I've opened PR #122 to implement HPy_Call, HPy_CallObject and HPyCallable_Check. Once that lands, the plan is to write two new issues for:

  • HPy_VectorCallXXX (or whatever we end up calling it)
  • HPy_CallFunction and HPy_CallMethod

and summarize what is left to do in each of those.

We don't have an urgent need for either of those, so hopefully we can defer implementing them until after other things (e.g. the numpy port might suggest which other calling options are needed).

@antocuni
Copy link
Collaborator

@mattip kindly grep'ed pandas, scipy and numpy for us to see which calling conventions they use. The full results are at https://paste.ubuntu.com/p/3xs6dC5Gy9/. The summary is that the most frequent calls are PyObject_Call, PyObject_CallObject, PyObject_CallMethod, PyObject_CallFunctionObjArgs.

FWIW, the link in the pastebin is expired. Maybe for the future we should avoid using it in the issues.
@mattip, @hodgestar do you happen to still have it somewhere?

@antocuni
Copy link
Collaborator

Update as of 2021-11-29. In the meantime, we merged #147 and we added HPy_CallTupleDict as the most generic calling API, and basically the equivalent of the old PyObject_Call.

In the meantime, #251 aims to introduce an API to call functions by passing arguments as a C array of HPy args[]. This closely resembles CPython's Vectorcall. Let's discuss the details here.

I think that this should be the "blessed" and fastest calling API. I propose to just call it HPy_Call.

I also think that it should closely match the signature of our HPyFunc_KEYWORDS methods:

  1. for consistency
  2. to make it possible to easily forward arguments from one call to the other (i.e. the C equivalent of def foo(*args, **kw): bar(*args, **kw))
  3. to make it possible to call the underlying C function without having to pack/unpack/convert arguments. This should be extremely useful for alternative implementations.

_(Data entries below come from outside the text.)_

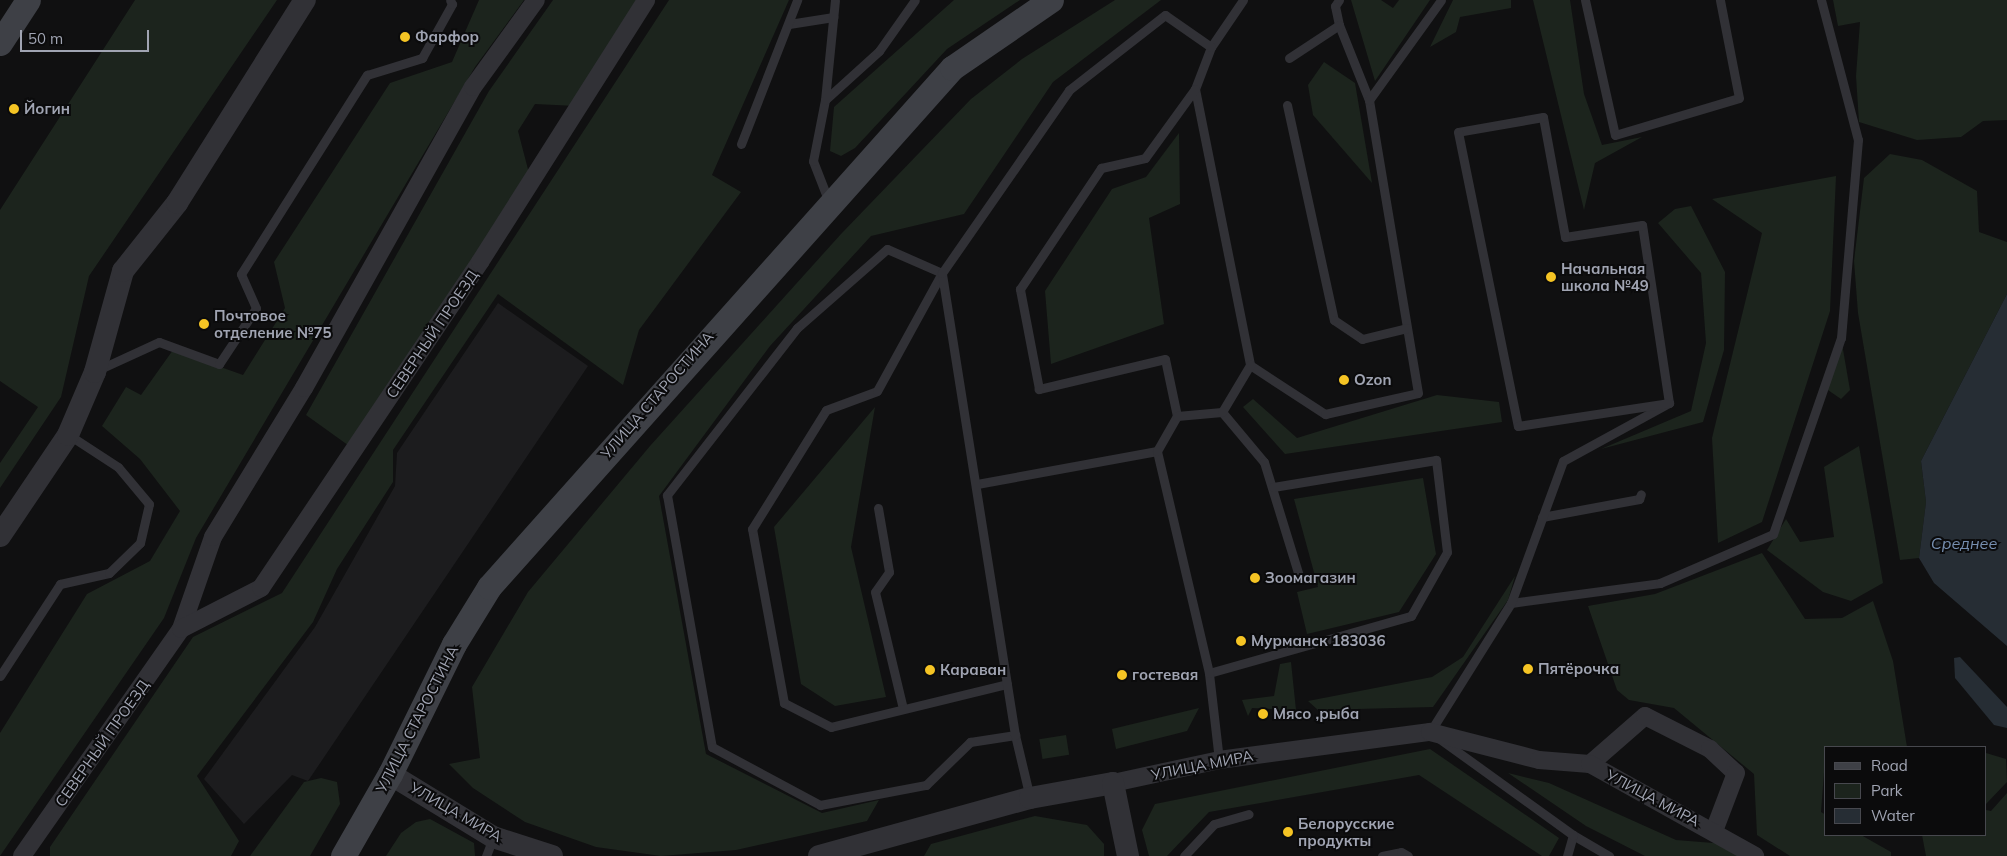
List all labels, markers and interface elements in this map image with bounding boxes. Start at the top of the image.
scale bar [22,20,151,52]
place label: Фарфор [415,28,479,46]
text: 50 m [28,29,63,48]
marker: Фарфор [399,31,411,43]
place label: Йогин [24,100,70,118]
marker: Йогин [8,103,20,115]
place label: Начальная школа №49 [1561,259,1649,294]
street label: СЕВЕРНЫЙ ПРОЕЗД [382,266,482,402]
marker: Начальная школа №49 [1545,271,1557,283]
place label: Почтовое отделение №75 [214,306,331,341]
marker: Почтовое отделение №75 [198,318,210,330]
street label: УЛИЦА СТАРОСТИНА [597,328,717,462]
place label: Ozon [1354,371,1391,389]
marker: Ozon [1338,374,1350,386]
water label: Среднее [1931,533,1997,553]
place label: Зоомагазин [1265,569,1356,587]
marker: Зоомагазин [1249,572,1261,584]
place label: Мурманск 183036 [1251,632,1386,650]
marker: Мурманск 183036 [1235,635,1247,647]
street label: УЛИЦА СТАРОСТИНА [372,642,462,796]
place label: Пятёрочка [1538,660,1619,678]
place label: Караван [940,661,1006,679]
marker: Пятёрочка [1522,663,1534,675]
marker: Караван [924,664,936,676]
place label: гостевая [1132,666,1198,684]
marker: гостевая [1116,669,1128,681]
street label: СЕВЕРНЫЙ ПРОЕЗД [51,676,153,810]
place label: Мясо ,рыба [1273,705,1359,723]
marker: Мясо ,рыба [1257,708,1269,720]
street label: УЛИЦА МИРА [1150,746,1254,784]
legend [1824,746,1987,836]
text: Road [1871,756,1908,775]
street label: УЛИЦА МИРА [1603,766,1703,830]
street label: УЛИЦА МИРА [407,778,505,846]
text: Park [1871,781,1903,800]
text: Water [1871,806,1915,825]
place label: Белорусские продукты [1298,814,1394,849]
marker: Белорусские продукты [1282,826,1294,838]

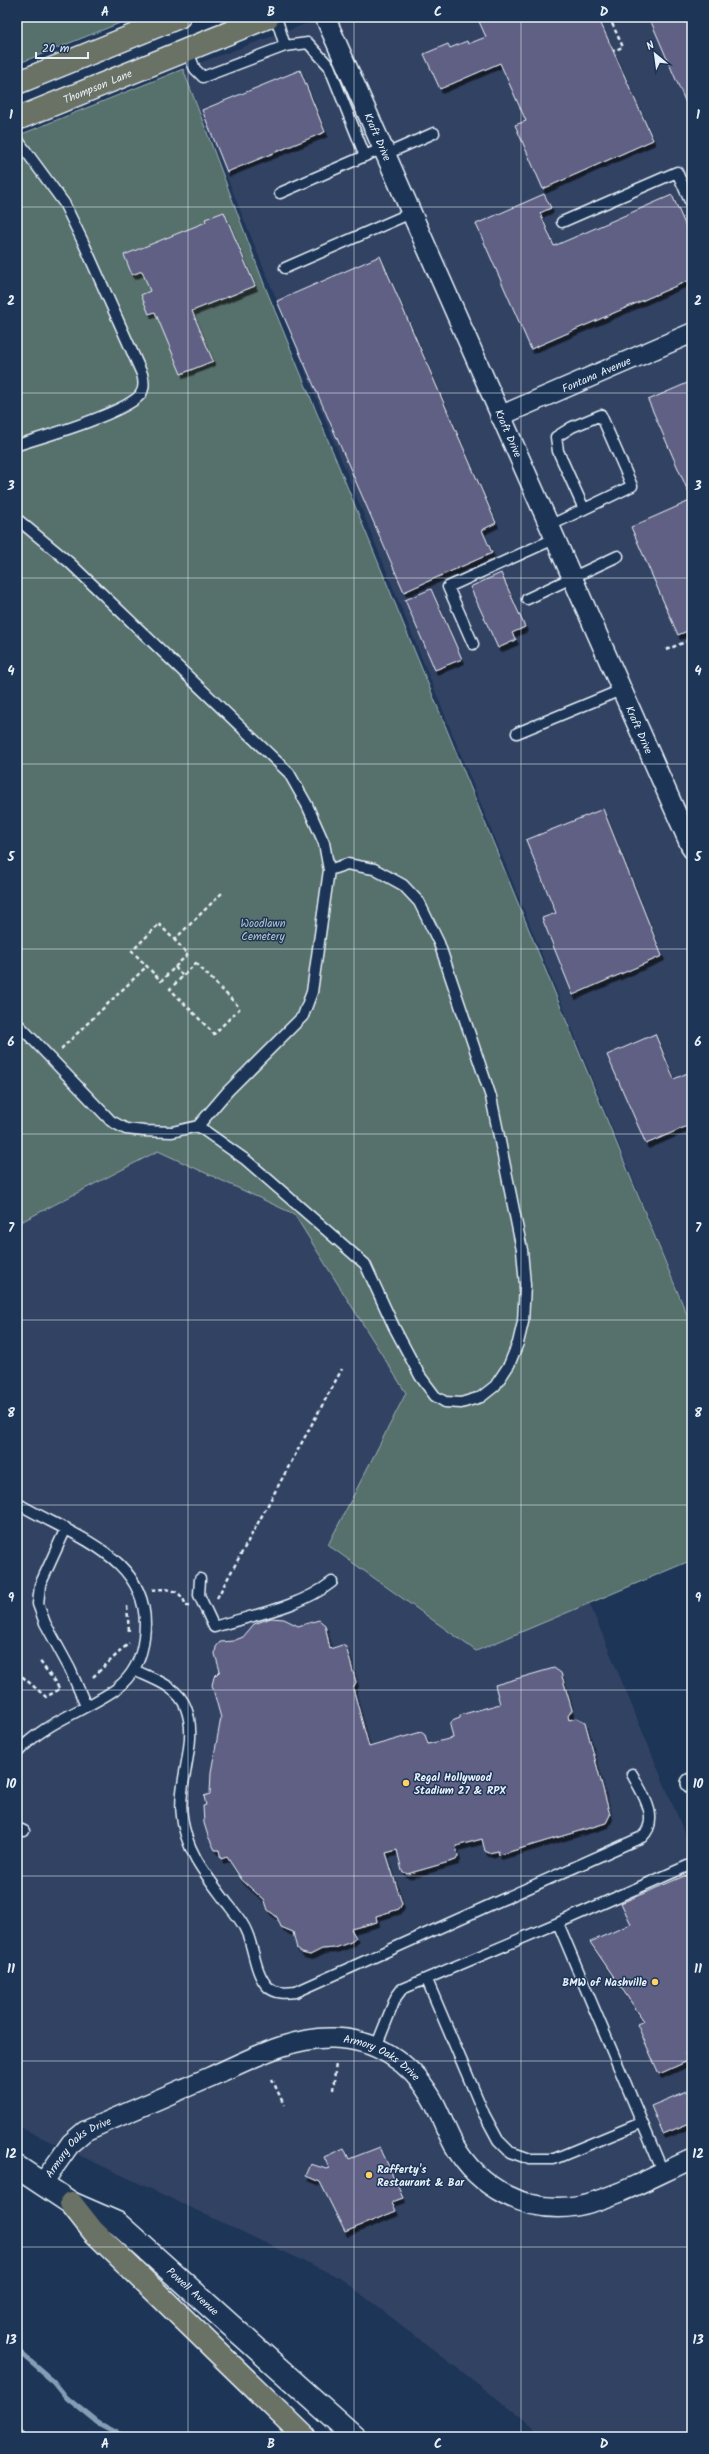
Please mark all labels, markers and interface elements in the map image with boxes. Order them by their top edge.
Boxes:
text: A [101,2,109,23]
text: B [267,2,275,23]
text: C [434,2,442,23]
text: D [600,2,609,23]
scale bar [36,34,88,60]
north arrow [635,34,675,74]
text: N [643,37,658,56]
text: 20 m [42,39,70,58]
street label: Thompson Lane [61,65,135,109]
text: 1 [9,105,13,126]
text: 1 [696,105,700,126]
street label: Kraft Drive [358,110,396,164]
text: 2 [7,291,15,312]
text: 2 [694,291,702,312]
street label: Fontana Avenue [559,352,634,398]
street label: Kraft Drive [489,407,526,461]
text: 3 [6,476,15,497]
text: 3 [693,476,702,497]
text: 4 [7,661,15,682]
text: 4 [694,661,702,682]
street label: Kraft Drive [620,703,657,757]
text: 5 [7,847,16,868]
text: 5 [694,847,703,868]
park label: Woodlawn Cemetery [240,915,286,946]
text: 6 [7,1032,15,1053]
text: 6 [694,1032,702,1053]
text: 7 [8,1218,15,1239]
text: 7 [695,1218,702,1239]
text: 8 [7,1403,15,1424]
text: 8 [694,1403,702,1424]
text: 9 [8,1588,15,1609]
text: 9 [695,1588,702,1609]
place label: Regal Hollywood Stadium 27 & RPX [414,1769,506,1800]
text: 10 [6,1774,17,1795]
text: 10 [693,1774,704,1795]
marker: Regal Hollywood Stadium 27 & RPX [401,1778,411,1788]
text: 11 [7,1959,15,1980]
text: 11 [694,1959,702,1980]
place label: BMW of Nashville [562,1974,648,1992]
marker: BMW of Nashville [650,1977,660,1987]
street label: Armory Oaks Drive [342,2031,424,2086]
street label: Armory Oaks Drive [41,2113,114,2182]
text: 12 [5,2144,17,2165]
text: 12 [692,2144,704,2165]
place label: Rafferty's Restaurant & Bar [377,2161,465,2192]
marker: Rafferty's Restaurant & Bar [364,2170,374,2180]
street label: Powell Avenue [162,2263,223,2321]
text: 13 [5,2330,17,2351]
text: 13 [692,2330,704,2351]
text: A [101,2434,109,2454]
text: B [267,2434,275,2454]
text: C [434,2434,442,2454]
text: D [600,2434,609,2454]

Moreover, I think we should think more about how to play nicely with PyObject_VectorCall. This is the fastest calling convention offered by CPython, so ideally we should try to exploit it as much as possible. The first problem is keyword arguments:

  • HPyFunc_KEYWORDS receives a HPy kw which is a dict
  • Vectorcall receives a PyObject *kwnames, which is a tuple with just the names of the keywords

We should investigate whether we want to change HPyFunc_KEYWORDS to match Vectorcall; if we do this, on CPython we should implement them by using METH_FASTCALL instead of METH_VARARGS. This should make them faster on newer CPythons.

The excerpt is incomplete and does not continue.